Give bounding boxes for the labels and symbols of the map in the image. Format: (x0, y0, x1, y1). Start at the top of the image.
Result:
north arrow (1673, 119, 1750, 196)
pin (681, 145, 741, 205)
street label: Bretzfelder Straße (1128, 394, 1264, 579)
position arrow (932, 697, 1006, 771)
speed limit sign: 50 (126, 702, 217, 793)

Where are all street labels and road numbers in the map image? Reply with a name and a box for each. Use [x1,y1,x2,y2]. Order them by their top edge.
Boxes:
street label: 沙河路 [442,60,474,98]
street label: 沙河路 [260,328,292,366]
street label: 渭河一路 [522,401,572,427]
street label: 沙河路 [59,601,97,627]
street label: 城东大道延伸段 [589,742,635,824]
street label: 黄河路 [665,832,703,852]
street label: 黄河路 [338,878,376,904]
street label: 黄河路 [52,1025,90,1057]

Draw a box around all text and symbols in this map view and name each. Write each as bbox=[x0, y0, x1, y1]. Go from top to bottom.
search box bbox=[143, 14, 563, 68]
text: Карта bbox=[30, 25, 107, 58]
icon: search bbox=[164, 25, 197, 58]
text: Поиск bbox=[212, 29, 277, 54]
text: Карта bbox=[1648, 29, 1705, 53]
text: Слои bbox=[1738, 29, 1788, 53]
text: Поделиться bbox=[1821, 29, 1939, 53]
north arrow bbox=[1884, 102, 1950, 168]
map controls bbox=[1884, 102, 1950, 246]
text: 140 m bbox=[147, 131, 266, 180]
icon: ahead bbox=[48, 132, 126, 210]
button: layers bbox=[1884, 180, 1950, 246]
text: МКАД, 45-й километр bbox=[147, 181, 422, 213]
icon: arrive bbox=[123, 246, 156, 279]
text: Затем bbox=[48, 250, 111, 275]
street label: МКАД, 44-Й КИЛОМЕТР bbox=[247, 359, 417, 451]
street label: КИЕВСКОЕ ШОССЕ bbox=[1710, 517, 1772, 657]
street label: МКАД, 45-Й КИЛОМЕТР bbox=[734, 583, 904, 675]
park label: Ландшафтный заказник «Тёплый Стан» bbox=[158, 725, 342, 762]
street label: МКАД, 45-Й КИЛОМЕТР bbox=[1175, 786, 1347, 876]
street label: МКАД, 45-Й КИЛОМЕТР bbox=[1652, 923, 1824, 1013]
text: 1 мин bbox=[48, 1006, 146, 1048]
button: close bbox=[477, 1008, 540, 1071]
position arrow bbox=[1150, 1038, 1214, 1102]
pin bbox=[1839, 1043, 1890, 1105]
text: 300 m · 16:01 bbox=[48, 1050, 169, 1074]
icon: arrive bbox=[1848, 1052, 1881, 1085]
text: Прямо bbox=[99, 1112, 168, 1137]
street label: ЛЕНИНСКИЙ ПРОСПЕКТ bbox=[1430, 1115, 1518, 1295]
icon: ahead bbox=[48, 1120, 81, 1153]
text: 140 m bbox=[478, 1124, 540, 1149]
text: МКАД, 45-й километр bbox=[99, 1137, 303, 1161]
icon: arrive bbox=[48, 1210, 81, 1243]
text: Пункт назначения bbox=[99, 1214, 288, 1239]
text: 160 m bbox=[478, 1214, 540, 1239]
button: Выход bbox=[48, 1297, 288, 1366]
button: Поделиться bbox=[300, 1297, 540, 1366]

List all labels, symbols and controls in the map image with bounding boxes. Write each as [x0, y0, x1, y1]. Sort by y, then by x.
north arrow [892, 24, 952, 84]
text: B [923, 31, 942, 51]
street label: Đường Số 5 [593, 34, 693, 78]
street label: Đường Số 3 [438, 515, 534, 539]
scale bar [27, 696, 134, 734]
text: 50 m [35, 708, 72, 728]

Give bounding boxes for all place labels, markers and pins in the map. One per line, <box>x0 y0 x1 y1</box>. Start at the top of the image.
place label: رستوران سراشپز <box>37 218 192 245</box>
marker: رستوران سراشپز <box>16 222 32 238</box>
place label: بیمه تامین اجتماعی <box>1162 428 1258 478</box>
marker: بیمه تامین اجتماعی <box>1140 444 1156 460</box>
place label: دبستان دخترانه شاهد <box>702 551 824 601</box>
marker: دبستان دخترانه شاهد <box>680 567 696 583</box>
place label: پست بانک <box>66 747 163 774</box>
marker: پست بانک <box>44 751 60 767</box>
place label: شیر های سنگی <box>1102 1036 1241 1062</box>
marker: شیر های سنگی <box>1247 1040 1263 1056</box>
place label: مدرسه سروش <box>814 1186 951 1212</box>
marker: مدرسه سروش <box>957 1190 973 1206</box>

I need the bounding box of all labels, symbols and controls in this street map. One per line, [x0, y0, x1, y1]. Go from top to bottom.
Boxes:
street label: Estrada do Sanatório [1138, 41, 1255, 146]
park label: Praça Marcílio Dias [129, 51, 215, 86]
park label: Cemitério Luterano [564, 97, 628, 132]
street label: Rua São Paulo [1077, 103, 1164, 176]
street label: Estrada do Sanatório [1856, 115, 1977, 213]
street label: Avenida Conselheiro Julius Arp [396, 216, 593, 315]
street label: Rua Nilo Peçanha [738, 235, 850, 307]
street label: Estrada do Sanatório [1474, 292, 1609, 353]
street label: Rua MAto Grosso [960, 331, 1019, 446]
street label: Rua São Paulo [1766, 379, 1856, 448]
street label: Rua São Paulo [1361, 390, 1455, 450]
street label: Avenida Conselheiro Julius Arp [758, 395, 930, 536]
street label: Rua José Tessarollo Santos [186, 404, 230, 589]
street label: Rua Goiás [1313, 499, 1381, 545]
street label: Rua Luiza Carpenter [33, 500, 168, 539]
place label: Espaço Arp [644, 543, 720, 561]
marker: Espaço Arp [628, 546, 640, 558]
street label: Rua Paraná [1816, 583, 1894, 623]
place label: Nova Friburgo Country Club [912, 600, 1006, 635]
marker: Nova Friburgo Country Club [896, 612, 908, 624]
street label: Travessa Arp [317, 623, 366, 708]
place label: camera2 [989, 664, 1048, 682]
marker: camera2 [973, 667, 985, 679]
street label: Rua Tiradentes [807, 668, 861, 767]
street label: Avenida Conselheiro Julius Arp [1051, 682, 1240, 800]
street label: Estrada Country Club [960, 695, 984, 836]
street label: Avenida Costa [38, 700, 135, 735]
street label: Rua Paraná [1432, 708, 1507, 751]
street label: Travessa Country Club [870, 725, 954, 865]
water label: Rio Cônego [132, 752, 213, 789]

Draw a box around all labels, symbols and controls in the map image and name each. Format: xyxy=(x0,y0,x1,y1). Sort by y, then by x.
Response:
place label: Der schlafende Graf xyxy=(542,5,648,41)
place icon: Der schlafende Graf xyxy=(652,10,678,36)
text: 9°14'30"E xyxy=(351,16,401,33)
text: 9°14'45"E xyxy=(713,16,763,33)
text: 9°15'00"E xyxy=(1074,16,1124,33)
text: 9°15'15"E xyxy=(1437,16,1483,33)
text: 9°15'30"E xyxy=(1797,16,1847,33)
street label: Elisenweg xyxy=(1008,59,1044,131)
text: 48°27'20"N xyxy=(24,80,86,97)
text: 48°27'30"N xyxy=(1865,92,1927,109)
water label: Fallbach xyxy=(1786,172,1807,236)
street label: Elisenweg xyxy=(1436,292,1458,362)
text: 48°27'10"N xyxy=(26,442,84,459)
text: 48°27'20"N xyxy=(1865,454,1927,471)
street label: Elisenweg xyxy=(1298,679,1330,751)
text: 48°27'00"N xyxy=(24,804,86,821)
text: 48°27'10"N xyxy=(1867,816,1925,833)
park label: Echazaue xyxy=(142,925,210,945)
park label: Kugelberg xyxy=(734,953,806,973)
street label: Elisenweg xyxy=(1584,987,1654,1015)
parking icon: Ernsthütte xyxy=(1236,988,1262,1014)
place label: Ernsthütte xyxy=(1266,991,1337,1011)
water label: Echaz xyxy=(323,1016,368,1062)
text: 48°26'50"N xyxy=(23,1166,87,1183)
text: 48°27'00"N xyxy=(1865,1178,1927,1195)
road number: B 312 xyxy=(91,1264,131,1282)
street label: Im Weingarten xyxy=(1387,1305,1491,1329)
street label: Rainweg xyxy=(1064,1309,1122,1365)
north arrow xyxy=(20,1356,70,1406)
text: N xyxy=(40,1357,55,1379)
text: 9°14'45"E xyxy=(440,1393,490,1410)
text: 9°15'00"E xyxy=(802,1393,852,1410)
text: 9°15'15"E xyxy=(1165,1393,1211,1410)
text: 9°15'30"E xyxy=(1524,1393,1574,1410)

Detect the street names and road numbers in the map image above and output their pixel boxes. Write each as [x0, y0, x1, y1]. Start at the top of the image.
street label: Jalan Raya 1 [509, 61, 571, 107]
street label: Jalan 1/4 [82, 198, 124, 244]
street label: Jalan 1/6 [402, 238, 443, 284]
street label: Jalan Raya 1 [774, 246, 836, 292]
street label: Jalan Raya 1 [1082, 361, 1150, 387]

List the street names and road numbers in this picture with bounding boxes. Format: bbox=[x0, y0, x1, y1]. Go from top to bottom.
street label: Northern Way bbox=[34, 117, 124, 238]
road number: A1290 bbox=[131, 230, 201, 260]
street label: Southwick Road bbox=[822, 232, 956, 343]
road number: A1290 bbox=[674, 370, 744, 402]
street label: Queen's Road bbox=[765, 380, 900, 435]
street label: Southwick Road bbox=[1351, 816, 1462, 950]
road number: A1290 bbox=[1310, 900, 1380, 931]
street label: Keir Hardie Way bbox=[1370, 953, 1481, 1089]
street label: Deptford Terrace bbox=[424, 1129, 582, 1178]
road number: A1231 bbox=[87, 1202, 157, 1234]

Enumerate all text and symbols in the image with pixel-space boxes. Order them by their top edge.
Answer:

□ □ □ □

What to produce = Restate the entries above word for word, beginning with their first line and ending with the line holding "Where are all"; omit everything else.

Written response =
Give bounding boxes for the labels and symbols of the map in the image. Format: (x0, y0, x1, y1). Start at the top of the image.
Result:
north arrow (1673, 119, 1750, 196)
pin (681, 145, 741, 205)
street label: Bretzfelder Straße (1128, 394, 1264, 579)
position arrow (932, 697, 1006, 771)
speed limit sign: 50 (126, 702, 217, 793)

Where are all street labels and road numbers in the map image? Reply with a name and a box for each. Use [x1,y1,x2,y2]. Order them by their top edge.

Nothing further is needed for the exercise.